▶ WORK INSTRUCTION:
When a line of the entries contains "arrow", please list that line.

▶ MATERIALS PROVIDED:

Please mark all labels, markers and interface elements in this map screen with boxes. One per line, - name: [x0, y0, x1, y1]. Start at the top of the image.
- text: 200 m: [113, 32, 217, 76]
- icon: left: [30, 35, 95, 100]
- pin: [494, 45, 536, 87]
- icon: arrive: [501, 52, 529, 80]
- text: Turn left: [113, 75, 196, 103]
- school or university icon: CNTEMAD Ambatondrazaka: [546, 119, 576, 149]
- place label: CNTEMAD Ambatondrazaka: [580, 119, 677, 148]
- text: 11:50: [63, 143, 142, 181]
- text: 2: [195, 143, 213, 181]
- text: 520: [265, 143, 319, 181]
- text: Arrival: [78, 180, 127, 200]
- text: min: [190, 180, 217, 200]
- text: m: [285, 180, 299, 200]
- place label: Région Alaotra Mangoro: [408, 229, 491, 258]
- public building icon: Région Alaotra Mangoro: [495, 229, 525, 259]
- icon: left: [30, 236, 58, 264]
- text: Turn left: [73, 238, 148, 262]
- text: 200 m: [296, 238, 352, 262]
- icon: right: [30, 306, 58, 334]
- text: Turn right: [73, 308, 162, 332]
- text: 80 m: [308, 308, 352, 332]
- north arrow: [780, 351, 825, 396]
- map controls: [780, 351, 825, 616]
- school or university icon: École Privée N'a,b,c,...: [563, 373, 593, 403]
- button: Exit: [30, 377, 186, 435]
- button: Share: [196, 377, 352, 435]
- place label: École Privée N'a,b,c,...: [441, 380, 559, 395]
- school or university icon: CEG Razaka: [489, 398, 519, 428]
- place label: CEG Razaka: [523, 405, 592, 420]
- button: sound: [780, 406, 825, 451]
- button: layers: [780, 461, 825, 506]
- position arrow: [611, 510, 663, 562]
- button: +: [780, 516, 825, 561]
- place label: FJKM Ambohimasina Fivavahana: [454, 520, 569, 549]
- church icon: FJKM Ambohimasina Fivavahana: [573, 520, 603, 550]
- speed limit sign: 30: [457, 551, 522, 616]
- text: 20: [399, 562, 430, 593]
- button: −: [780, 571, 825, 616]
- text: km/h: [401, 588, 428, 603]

▶ TASK ANSWER:
- north arrow: [780, 351, 825, 396]
- position arrow: [611, 510, 663, 562]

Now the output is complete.